With backscatter images, produced by American Science and Engineering and Rapiscan, "we're looking at the intensity of scattered X-rays," said Joe Reiss, American Science's vice president of marketing. "These systems can be very good at finding liquids."
The images produced by millimeter waves cast grayscale holograms - which show buttock bulges, six-pack stomachs, and other parts of a body - against black backgrounds. Those aren't as crisp as the white-background backscatter images that draw a black outline of the body and any concealed objects, so the millimeter wave scans can be harder to interpret and may keep passengers at the checkpoint longer, analysts and backscatter makers said.
L3, which makes the millimeter wave machines, declined to comment.
So far, the TSA hasn't noticed a significant difference in how quickly each technology processes passengers, said spokeswoman Ann Davis. Scanning and image interpretation take 12 to 15 seconds per passenger, she said.
Joshua L. Jabs, a security-technology research analyst at Roth Capital Partners LLC, said it's difficult to determine whether a particular company's whole-body imaging machine is superior to its competition.
"There's probably a six-month delay between the last images that have been publicly published and likely what the companies have in place now," Jabs said. "In the end, I don't think there will be a big difference."
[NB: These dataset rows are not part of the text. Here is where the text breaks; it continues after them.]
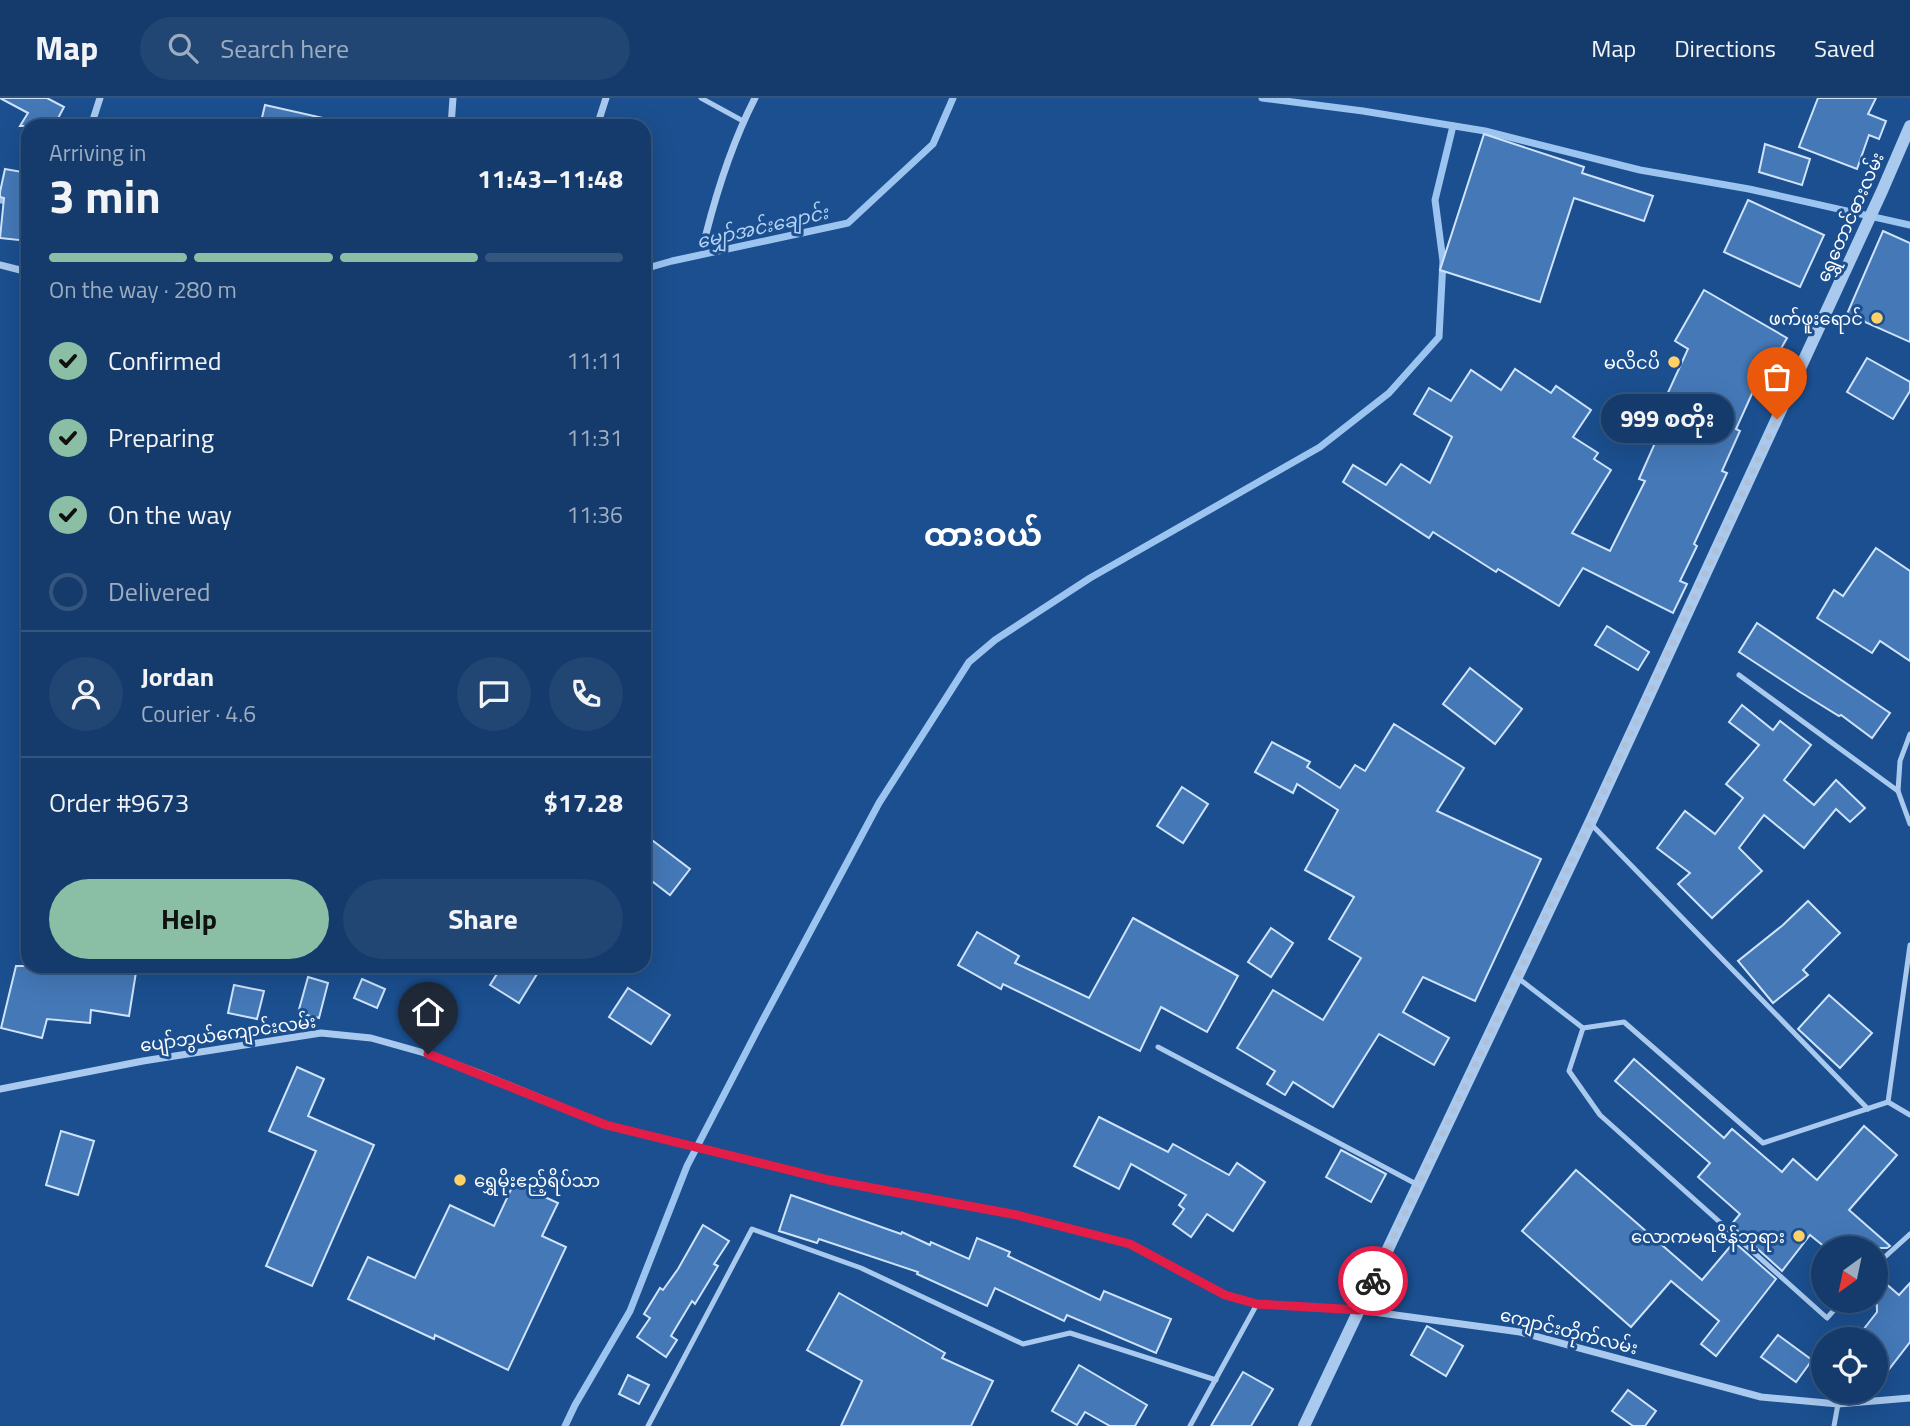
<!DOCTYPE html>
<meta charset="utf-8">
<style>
body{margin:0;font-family:"Titillium Web","Noto Sans Myanmar",sans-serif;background:#214673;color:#f1f3f6;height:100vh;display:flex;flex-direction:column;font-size:26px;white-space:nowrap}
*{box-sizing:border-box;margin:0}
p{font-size:23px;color:#9dadc1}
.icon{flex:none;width:38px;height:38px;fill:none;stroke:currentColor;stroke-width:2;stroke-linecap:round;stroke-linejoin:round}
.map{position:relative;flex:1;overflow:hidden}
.details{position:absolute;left:21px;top:21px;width:630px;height:854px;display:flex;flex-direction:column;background:#143b6b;border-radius:21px;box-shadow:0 7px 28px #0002,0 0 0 2px #33557e}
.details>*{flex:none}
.needle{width:46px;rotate:213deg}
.tools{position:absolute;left:1811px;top:1138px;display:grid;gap:14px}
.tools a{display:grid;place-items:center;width:77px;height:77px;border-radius:50%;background:#143b6b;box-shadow:0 7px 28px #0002,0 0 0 2px #33557e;font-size:35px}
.pin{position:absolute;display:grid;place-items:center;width:60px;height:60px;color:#fff;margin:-72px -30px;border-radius:50% 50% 50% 0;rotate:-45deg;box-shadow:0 0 7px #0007}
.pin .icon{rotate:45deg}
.courier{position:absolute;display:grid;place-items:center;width:70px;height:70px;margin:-35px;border:5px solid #e11d48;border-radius:50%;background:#fff;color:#222;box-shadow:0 2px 9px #0007}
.bubble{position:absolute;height:49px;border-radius:24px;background:#143b6b;box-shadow:0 7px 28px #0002,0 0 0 2px #33557e;font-size:23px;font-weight:700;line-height:49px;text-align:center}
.headline em{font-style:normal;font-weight:700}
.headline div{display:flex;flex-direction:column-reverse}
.headline{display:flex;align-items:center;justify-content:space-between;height:119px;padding:0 28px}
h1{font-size:46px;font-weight:700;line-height:52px}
.bar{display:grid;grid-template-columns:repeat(4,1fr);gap:10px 7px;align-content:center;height:84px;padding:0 28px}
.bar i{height:9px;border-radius:5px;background:#33557e}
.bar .current{background:#8abfa5}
.bar p{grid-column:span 4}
.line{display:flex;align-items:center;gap:18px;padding:0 28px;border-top:2px solid #33557e}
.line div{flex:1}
.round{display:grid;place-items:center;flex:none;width:74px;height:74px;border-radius:37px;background:#214673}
ol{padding:0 28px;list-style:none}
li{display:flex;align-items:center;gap:21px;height:77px}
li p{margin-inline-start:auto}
li .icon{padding:7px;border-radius:50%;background:#8abfa5;color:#111;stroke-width:4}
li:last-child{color:#9dadc1}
li i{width:38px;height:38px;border:4px solid #33557e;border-radius:50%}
.primary-button{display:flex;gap:14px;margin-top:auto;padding:14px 28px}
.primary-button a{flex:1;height:80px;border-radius:42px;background:#8abfa5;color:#111;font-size:28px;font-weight:700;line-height:80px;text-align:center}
.primary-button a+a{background:#214673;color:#f1f3f6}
header{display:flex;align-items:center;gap:42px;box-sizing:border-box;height:98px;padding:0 35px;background:#143b6b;border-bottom:2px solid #33557e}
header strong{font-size:33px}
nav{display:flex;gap:38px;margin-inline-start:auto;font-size:24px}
.search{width:490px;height:63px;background:#214673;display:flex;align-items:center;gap:18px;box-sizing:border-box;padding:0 24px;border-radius:38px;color:#9dadc1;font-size:26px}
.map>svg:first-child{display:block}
</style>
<header>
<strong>Map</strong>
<div class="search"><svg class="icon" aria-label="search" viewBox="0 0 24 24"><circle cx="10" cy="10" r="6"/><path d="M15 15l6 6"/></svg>Search here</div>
<nav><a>Map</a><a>Directions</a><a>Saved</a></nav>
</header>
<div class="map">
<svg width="1910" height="1328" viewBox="0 0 1910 1328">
<rect width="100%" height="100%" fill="#1b4f8f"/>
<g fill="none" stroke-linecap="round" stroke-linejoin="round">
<g stroke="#9cc4f0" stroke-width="7">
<path d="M1262,0L1363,13L1485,33L1640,72L1749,91L1910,127"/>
<path d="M0,102L28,103"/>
<path d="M644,171L672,163L848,125L933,46L953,0"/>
<path d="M565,1328L575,1307L630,1213L687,1068L759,929L879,705L969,564L995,542L1090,480L1320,349L1389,295L1439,239L1443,163L1435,102L1453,28"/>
</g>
</g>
<g fill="#4478b7" stroke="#cfe3fa" stroke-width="2">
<path d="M0,0H47L64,9L54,28H20L28,15Z"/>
<path d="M1818,0H1876L1868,16L1886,23L1879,41L1869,37L1857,71L1799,49Z"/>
<path d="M265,7L323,20L322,28H260Z"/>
<path d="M1484,36L1584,69L1582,75L1653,98L1644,123L1574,100L1540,204L1440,172Z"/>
<path d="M1765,46L1810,61L1802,87L1759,74Z"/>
<path d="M5,71L28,75V143L0,140L4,100L0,99V94Z"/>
<path d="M1748,102L1824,137L1800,189L1724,154Z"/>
<path d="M1883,133L1910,145V244L1847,216Z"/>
<path d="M1704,192L1787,240L1758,291L1755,289L1736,331L1740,333L1722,373L1727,375L1694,446L1697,448L1680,483L1687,486L1673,515L1583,470L1559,508L1498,471L1496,474L1433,434L1429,440L1343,384L1353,367L1386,387L1401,366L1430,385L1452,339L1414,316L1429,290L1451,303L1471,272L1501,292L1515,271L1551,295L1556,288L1591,312L1573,339L1598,355L1594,361L1611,372L1572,435L1610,453L1645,383L1639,381L1659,336L1648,331L1663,297L1666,299L1688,251L1675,243Z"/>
<path d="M1867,260L1910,284V293L1893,321L1847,294Z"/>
<path d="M1876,450L1910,473V563L1880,543L1872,555L1817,520L1834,492L1843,498Z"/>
<path d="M1757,525L1890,615L1872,640L1841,617L1839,618L1800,594L1739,554Z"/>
<path d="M1607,528L1649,554L1638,572L1595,547Z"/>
<path d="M1470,570L1522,611L1495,646L1443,606Z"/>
<path d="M1742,607L1773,632L1780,623L1811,647L1784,682L1814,707L1836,682L1865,710L1850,724L1836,711L1804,750L1764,717L1739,750L1762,773L1712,820L1678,786L1690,775L1657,750L1685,713L1715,736L1743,700L1726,686L1759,647L1729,624Z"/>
<path d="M1394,626L1464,670L1437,713L1541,761L1475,903L1423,879L1403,914L1449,940L1434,967L1379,936L1333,1009L1293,984L1285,997L1267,986L1275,973L1237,950L1273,892L1323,922L1361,860L1329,841L1354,799L1305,772L1338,712L1297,686L1293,695L1255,674L1272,644L1310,664L1307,669L1340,690L1355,667L1365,673Z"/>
<path d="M1182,689L1208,706L1183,745L1157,728Z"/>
<path d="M644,736L690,771L670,797L644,777Z"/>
<path d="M1808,803L1840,835L1803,872L1808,877L1773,905L1738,863L1783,827Z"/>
<path d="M1133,820L1238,878L1207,934L1161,909L1140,953L1003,886L1001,891L958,867L977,834L1019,858L1015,865L1089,900Z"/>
<path d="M1271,830L1293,845L1271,879L1248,864Z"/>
<path d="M16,868H137L129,918L91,912L90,925L47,921L42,940L1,930Z"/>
<path d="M502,868H542L519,905L490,887Z"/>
<path d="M308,879L328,885L319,920L298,915Z"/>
<path d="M362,881L385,891L377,910L354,900Z"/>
<path d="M234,887L264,893L257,921L228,915Z"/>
<path d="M628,890L670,917L651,946L609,919Z"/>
<path d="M1829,897L1872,935L1840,970L1798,931Z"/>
<path d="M1634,961L1724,1040L1732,1031L1782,1074L1793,1061L1817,1082L1864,1028L1897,1057L1849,1112L1890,1148L1887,1150H1826L1810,1137L1782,1173L1731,1127L1740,1116L1698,1079L1710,1065L1615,983Z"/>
<path d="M297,969L324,981L308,1018L374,1047L312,1188L266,1168L316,1053L269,1033Z"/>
<path d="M1099,1019L1168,1054L1173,1046L1229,1077L1237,1065L1265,1084L1233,1133L1207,1116L1191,1139L1173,1126L1184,1111L1179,1107L1186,1097L1131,1066L1119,1091L1074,1068Z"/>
<path d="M61,1033L94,1043L78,1097L46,1087Z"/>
<path d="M1341,1052L1386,1076L1371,1104L1326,1079Z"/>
<path d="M1576,1072L1702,1182L1734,1144L1776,1181L1716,1258L1701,1246L1719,1223L1671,1183L1631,1229L1522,1133Z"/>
<path d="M514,1085L558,1105L542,1138L566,1149L508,1272L435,1237L434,1241L348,1201L368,1159L415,1180L450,1107L494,1128Z"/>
<path d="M791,1097L901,1136L902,1134L930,1147L931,1144L969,1161L977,1140L1010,1154L1008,1158L1100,1202L1104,1193L1171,1221L1156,1255L1067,1217L1064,1223L995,1190L987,1208L917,1176L918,1174L819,1141L817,1145L779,1133Z"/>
<path d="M703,1127L729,1143L714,1166L718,1168L695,1206L692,1203L671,1238L677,1242L666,1259L637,1239L650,1220L644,1216L660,1190L663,1192L678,1171Z"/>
<path d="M1876,1177L1899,1197L1910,1185V1244L1876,1288V1241H1856L1877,1214Z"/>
<path d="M839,1195L945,1255L942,1260L993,1283L971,1328H841L862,1283L807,1252Z"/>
<path d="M1427,1228L1463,1248L1446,1278L1411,1257Z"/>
<path d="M1778,1237L1812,1262L1796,1284L1761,1259Z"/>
<path d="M1079,1267L1147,1307L1135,1328H1110L1085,1314L1077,1327L1052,1313Z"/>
<path d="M1243,1274L1273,1291L1251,1328H1211Z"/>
<path d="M628,1277L649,1287L639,1306L619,1296Z"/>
<path d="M1628,1292L1656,1313L1645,1328H1633L1612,1313Z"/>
</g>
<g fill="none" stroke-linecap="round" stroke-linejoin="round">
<g stroke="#a9c9ee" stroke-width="5">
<path d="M701,0L743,23"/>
<path d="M1739,577L1898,693L1910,726"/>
<path d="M1898,693L1900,663L1910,636"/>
<path d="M1590,725L1868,1011"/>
<path d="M1518,880L1583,930L1624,924L1763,1045L1888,1004L1910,1017"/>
<path d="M1583,930L1569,973L1600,1017L1827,1220L1843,1202"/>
<path d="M1158,949L1418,1087"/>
<path d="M1888,1004L1910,847"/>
<path d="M1876,1167L1910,1136"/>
<path d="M648,1328L752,1131L861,1170L1023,1246L1070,1235L1216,1282"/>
<path d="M1190,1328L1257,1206"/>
<path d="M1834,1328L1838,1306"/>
</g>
<g stroke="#a9c9ee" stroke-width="7">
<path d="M91,28L100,0"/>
<path d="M451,28L453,0"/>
<path d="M597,28L606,0"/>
<path d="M706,136C718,89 733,43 755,0"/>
<path d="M0,167L28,174"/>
<path d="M0,991L143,963L321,935L371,940L428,956L479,975L606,1027L829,1082L1017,1117L1130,1146L1225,1197L1257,1206L1359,1212L1520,1234L1761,1299L1838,1306L1910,1300"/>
</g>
<path stroke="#a9c9ee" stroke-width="12" d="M1304,1328L1590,725L1882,93L1910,28"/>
</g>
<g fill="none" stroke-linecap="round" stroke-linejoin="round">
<path stroke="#afc1d8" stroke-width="7" stroke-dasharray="0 12.6" d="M1373,1183L1579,747L1777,321"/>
<path stroke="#e11d48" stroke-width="9" d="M428,956L606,1027L829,1082L1017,1117L1130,1146L1225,1197L1257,1206L1359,1212L1373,1183"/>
</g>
<g fill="#ffd166" stroke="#1b4f8f" stroke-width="2.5">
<circle cx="1877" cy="220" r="7"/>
<circle cx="1674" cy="264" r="7"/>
<circle cx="460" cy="1082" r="7"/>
<circle cx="1799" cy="1138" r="7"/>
</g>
<g text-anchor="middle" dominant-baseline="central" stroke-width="6" stroke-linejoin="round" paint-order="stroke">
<g font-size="18" fill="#fff" stroke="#1b4f8f">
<text transform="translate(1850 119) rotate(-66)">ရွှေတောင်ဓားလမ်း</text>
<text transform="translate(228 935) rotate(-8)">ပျော်ဘွယ်ကျောင်းလမ်း</text>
<text transform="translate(1569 1233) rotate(14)">ကျောင်းတိုက်လမ်း</text>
</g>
<g font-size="18" fill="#fff" stroke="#1b4f8f" text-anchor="end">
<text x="1863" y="220">ဖက်ဖူးရောင်</text>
<text x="1660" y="264">မလိငပိ</text>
<text x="474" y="1082" text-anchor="start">ရွှေမိုးဧည့်ရိပ်သာ</text>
<text x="1785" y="1138">လောကမရဇိန်ဘုရား</text>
</g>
<g font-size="19" font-style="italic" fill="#b5d3f5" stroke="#1b4f8f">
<text transform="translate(762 128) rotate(-13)">မျှော်အင်းချောင်း</text>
</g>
<g font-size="32" font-weight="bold" fill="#fff" stroke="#1b4f8f">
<text x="983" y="436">ထားဝယ်</text>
</g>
</g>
</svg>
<div class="tools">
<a><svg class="needle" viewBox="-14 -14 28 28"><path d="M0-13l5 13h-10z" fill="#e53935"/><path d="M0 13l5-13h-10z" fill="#9dadc1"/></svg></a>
<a><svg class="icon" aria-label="locate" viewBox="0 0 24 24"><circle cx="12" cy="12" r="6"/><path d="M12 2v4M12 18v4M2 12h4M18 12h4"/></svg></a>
</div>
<div class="pin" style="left:1777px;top:321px;background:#ea580c"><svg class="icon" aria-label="bag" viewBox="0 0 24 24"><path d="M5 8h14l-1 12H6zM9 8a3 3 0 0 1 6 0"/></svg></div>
<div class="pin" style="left:428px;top:956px;background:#1f2937"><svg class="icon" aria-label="home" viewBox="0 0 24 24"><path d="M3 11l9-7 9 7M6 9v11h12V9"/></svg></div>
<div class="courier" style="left:1373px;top:1183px"><svg class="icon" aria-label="bike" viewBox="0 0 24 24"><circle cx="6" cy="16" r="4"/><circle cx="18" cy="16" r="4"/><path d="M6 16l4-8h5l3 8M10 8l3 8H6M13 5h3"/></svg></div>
<div class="bubble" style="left:1601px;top:296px;width:133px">999 စတိုး</div>
<section class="details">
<div class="headline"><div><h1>3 min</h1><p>Arriving in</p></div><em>11:43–11:48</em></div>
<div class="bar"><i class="current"></i><i class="current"></i><i class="current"></i><i></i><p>On the way · 280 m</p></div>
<ol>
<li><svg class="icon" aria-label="check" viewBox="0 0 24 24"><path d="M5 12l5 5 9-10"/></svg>Confirmed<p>11:11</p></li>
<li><svg class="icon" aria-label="check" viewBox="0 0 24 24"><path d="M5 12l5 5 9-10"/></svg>Preparing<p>11:31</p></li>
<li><svg class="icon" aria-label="check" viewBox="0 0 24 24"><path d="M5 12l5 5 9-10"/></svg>On the way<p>11:36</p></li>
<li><i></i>Delivered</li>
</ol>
<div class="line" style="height:126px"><a class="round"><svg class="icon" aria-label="person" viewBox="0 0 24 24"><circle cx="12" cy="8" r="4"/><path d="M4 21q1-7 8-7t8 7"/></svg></a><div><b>Jordan</b><p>Courier · 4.6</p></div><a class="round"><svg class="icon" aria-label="chat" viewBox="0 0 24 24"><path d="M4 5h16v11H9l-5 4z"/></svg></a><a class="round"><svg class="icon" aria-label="phone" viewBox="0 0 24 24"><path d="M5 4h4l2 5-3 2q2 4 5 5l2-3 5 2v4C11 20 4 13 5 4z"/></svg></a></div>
<div class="line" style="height:91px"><div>Order #9673</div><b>$17.28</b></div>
<div class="primary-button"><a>Help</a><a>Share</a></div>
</section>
</div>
Regarding health issues, however millimeter wave seems to enjoy an advantage over backscatter scanning. Millimeter machines project radio-frequency energy 10,000 times less than what a cellphone or remote garage-door opener transmits, according to the manufacturer. Backscatter machines also emit low levels of energy, relative to how much people are already exposed to in daily life, but the scans carry the stigma of using X-rays.
The radiation dose from a backscatter scan is equivalent to the background radiation passengers are exposed to while flying for two minutes at high altitude, said Reiss. "If they're really worried about radiation, they shouldn't get on a plane in the first place."
David J. Brenner, director of the Center for Radiological Research at Columbia University Medical Center, agrees the radiation dose from a backscatter scan is "extremely low." Still, he doesn't think the TSA should use backscatter machines to X-ray every traveler - especially children, pregnant women, and people who are unaware they carry defective genes that make them more susceptible to radiation.
Brenner coauthored a radiation protection report four years ago to help government agencies decide whether to broaden their use of X-rays. "If you're going to go from New York to Los Angeles, you don't really have a choice about flying," he said. "But perhaps you should have a choice about going through these X-ray machines or not."
Currently, travelers do have a choice. Nine out of 10 passengers at Phoenix Sky Harbor International Airport, where whole-body imaging debuted more than a year ago, have picked energy-beam body scans over pat-downs or being searched with a metal-detector wand, said officials from the TSA, Logan, and the scanner companies. When presenting the option, the TSA referred travelers to a nearby poster that explained how the technology works and how passengers would need to pose, but did not show what the body scan images look like.
As a result, ACLU's Steinhardt said, those passengers were given "a false choice."
"They ought to run that experiment where they show the passengers what the pictures look like," Steinhardt said. "If they put it that way - 'Do you want to go through the naked machine or do you want a pat down?' - it would be different."